● Task requirements
Pick out every line in the data below that holds "relative".
==============================
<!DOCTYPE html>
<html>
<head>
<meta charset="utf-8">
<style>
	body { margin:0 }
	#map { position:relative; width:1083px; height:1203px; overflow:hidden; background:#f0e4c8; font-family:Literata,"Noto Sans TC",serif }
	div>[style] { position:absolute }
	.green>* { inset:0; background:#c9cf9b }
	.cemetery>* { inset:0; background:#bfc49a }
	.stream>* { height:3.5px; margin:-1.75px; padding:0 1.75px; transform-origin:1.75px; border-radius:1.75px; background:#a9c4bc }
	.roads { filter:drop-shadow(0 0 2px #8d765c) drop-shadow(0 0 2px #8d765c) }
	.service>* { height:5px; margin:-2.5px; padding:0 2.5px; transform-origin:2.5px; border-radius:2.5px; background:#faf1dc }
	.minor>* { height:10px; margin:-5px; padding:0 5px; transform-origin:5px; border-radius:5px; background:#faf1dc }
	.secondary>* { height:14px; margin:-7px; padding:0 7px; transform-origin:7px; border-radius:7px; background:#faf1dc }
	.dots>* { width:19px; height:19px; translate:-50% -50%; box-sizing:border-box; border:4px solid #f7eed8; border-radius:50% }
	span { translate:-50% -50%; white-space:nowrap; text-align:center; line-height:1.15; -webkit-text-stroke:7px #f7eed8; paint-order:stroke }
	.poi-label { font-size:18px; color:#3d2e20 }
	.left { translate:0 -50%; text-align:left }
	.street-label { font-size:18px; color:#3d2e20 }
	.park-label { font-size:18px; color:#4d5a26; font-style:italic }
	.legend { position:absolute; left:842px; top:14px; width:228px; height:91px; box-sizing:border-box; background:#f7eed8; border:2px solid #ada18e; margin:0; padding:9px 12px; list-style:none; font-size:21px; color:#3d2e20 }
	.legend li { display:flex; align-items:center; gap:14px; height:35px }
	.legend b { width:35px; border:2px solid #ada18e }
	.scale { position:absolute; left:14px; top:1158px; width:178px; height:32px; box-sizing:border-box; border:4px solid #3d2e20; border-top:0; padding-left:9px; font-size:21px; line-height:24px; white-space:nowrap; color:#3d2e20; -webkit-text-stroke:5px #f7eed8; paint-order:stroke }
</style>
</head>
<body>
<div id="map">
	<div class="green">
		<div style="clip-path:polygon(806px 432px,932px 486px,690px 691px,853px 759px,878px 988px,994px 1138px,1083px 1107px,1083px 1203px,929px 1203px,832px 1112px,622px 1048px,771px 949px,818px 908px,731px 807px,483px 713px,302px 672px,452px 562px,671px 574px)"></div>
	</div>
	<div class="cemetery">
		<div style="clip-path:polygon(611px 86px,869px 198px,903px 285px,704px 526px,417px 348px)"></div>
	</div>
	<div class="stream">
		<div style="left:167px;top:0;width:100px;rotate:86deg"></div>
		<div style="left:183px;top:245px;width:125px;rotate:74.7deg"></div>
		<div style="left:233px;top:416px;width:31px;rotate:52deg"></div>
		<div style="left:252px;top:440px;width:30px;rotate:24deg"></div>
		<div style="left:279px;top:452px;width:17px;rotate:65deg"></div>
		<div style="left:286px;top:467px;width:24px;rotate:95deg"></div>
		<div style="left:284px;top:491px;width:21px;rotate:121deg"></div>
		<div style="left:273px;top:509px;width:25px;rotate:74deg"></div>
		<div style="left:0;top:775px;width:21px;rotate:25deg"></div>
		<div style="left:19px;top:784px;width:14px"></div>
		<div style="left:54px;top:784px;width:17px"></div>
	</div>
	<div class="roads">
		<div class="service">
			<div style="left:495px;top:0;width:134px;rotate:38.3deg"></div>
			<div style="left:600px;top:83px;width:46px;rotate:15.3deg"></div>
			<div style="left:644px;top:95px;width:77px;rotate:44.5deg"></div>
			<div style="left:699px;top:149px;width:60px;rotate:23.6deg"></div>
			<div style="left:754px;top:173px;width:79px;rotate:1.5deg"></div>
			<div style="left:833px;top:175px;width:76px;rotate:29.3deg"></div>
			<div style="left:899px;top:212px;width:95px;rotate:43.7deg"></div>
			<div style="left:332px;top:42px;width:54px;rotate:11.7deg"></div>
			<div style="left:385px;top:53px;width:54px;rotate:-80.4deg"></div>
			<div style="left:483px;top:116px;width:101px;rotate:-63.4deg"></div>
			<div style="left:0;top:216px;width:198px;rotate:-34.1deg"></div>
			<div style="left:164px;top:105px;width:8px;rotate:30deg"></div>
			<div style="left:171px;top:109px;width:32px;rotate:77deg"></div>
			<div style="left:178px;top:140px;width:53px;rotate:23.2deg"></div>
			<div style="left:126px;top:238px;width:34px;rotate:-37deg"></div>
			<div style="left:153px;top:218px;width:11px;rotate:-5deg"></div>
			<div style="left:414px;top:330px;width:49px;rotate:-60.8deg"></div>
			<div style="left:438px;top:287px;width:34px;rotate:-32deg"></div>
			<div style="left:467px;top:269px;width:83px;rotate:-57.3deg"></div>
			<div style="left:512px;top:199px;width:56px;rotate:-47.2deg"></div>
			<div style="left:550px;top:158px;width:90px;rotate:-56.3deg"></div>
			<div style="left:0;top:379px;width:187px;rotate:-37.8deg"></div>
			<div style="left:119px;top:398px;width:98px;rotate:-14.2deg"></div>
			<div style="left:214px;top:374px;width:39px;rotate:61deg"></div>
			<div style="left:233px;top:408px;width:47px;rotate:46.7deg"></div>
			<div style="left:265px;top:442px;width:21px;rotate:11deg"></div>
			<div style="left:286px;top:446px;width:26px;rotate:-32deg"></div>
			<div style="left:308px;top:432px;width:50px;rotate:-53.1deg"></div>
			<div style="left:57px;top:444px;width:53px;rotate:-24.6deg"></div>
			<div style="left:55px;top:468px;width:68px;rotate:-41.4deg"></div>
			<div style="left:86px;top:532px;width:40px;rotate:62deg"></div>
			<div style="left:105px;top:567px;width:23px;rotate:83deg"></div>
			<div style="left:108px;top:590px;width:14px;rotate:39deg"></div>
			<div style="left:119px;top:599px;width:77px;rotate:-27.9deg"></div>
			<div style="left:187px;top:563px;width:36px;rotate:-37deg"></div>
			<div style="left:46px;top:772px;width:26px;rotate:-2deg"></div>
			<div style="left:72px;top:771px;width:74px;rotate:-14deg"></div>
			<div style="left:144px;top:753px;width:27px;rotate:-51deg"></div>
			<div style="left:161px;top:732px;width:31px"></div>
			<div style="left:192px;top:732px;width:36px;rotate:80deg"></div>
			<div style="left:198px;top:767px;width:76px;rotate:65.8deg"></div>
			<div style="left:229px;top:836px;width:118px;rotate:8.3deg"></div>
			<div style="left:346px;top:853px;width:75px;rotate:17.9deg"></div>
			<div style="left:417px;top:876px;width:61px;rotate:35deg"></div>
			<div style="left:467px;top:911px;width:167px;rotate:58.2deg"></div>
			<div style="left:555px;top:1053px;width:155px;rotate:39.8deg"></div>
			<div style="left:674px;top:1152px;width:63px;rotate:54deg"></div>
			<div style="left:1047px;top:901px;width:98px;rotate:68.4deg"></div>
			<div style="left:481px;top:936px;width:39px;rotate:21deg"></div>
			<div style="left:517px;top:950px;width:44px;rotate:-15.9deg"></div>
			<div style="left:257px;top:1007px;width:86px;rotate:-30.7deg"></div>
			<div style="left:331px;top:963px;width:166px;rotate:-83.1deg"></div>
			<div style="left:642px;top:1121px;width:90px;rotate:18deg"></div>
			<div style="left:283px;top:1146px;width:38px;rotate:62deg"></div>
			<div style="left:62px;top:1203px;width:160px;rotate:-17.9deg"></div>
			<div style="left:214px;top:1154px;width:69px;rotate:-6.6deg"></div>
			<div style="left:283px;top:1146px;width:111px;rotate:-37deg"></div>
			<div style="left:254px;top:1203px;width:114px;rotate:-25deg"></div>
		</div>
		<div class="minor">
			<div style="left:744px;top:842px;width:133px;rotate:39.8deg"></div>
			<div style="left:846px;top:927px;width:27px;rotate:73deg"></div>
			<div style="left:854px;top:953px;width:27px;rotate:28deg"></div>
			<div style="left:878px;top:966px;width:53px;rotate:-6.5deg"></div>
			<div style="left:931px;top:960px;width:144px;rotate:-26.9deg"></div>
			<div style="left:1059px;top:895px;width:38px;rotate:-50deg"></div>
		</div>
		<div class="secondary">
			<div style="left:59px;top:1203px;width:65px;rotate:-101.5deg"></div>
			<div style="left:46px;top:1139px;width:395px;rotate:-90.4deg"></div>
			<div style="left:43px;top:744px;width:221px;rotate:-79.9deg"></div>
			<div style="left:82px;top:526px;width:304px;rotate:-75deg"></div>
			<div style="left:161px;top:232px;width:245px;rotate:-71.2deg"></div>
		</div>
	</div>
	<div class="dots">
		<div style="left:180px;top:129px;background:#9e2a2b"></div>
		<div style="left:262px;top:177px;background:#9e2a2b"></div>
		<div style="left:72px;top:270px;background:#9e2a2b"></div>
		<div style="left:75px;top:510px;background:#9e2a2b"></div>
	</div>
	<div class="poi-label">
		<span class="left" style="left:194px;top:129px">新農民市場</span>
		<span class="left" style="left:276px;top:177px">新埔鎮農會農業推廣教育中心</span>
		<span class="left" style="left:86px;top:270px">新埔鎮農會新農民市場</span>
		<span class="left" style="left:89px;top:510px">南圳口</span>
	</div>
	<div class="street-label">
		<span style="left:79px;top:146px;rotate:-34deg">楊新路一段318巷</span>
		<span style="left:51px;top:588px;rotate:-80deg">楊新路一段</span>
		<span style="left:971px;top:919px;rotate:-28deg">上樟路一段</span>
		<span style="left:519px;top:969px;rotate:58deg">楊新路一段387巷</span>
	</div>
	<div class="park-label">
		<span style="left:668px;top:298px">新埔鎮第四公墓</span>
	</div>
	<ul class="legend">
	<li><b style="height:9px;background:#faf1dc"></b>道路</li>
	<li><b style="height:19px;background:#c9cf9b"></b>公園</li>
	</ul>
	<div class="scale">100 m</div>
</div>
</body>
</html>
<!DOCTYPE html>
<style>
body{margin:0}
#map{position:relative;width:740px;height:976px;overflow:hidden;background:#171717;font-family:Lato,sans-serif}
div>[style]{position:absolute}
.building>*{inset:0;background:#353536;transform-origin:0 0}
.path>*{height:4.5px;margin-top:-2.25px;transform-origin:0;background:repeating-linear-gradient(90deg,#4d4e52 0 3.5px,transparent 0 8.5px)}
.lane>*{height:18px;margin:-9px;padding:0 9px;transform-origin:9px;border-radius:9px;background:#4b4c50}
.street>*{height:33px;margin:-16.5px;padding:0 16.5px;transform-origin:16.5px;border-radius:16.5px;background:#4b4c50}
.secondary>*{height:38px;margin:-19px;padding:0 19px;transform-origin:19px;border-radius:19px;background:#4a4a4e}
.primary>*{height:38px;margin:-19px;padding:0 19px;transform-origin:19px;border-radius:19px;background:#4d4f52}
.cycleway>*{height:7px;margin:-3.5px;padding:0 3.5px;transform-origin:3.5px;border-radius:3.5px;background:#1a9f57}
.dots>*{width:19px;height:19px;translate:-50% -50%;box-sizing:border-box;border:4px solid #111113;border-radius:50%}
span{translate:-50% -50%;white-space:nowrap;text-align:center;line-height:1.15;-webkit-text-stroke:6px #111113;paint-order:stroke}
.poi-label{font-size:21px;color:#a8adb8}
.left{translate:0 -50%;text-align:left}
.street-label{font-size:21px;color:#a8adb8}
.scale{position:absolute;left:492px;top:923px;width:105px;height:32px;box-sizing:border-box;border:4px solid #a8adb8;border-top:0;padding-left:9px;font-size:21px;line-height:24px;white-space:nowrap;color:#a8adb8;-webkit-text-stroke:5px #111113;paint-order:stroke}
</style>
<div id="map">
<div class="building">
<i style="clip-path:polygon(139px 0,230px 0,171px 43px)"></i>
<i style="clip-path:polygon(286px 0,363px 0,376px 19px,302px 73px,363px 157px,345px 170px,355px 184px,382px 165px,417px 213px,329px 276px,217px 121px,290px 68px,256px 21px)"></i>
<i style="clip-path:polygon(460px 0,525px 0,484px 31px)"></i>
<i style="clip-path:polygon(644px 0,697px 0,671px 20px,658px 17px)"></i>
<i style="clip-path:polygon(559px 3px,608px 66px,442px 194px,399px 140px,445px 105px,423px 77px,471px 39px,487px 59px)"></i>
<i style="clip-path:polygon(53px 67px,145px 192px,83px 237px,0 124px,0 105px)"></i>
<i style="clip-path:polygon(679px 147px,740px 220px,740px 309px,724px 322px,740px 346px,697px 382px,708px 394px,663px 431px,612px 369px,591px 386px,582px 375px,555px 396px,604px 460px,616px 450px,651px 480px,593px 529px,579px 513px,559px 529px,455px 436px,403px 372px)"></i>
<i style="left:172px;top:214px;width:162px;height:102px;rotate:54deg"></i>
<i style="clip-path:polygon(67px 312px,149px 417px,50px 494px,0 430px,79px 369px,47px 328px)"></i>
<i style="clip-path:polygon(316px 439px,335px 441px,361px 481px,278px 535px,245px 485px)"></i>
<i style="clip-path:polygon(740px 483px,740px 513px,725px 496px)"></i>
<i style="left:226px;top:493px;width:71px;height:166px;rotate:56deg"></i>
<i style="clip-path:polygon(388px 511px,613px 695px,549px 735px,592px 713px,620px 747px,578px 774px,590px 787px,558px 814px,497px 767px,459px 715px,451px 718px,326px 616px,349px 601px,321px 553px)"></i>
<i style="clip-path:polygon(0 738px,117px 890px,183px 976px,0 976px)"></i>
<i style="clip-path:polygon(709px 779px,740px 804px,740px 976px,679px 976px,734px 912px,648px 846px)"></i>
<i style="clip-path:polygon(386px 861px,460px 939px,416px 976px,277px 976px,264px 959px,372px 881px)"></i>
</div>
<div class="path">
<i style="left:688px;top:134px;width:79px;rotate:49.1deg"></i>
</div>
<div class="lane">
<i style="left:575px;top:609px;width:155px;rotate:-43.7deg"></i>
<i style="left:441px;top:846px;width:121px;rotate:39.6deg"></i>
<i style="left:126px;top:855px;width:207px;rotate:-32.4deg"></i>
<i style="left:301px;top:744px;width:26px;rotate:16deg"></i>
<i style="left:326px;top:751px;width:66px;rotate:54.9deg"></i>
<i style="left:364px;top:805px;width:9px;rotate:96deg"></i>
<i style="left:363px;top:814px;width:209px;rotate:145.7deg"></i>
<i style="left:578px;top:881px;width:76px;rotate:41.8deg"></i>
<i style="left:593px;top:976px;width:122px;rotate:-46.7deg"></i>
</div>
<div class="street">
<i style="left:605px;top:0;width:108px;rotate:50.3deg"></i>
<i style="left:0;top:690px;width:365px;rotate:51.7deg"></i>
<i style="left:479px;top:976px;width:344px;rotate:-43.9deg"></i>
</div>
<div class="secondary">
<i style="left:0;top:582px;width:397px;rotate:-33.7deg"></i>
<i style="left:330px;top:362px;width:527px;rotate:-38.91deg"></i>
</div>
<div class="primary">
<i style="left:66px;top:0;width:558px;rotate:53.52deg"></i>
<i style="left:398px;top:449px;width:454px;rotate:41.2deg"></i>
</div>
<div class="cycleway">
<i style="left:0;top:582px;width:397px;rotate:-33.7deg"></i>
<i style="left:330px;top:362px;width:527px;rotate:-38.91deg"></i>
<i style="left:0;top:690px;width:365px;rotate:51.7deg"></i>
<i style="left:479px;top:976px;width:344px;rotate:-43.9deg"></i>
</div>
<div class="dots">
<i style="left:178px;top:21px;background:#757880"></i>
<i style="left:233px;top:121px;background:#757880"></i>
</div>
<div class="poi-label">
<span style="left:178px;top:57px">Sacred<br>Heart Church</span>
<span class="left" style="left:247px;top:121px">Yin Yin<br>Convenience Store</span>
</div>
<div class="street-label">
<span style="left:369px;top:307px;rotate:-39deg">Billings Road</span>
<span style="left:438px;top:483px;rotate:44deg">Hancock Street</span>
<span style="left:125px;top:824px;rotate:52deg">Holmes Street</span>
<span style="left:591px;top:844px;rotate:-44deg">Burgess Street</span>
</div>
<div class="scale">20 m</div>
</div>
==============================
● Task answer
	#map { position:relative; width:1083px; height:1203px; overflow:hidden; background:#f0e4c8; font-family:Literata,"Noto Sans TC",serif }
#map{position:relative;width:740px;height:976px;overflow:hidden;background:#171717;font-family:Lato,sans-serif}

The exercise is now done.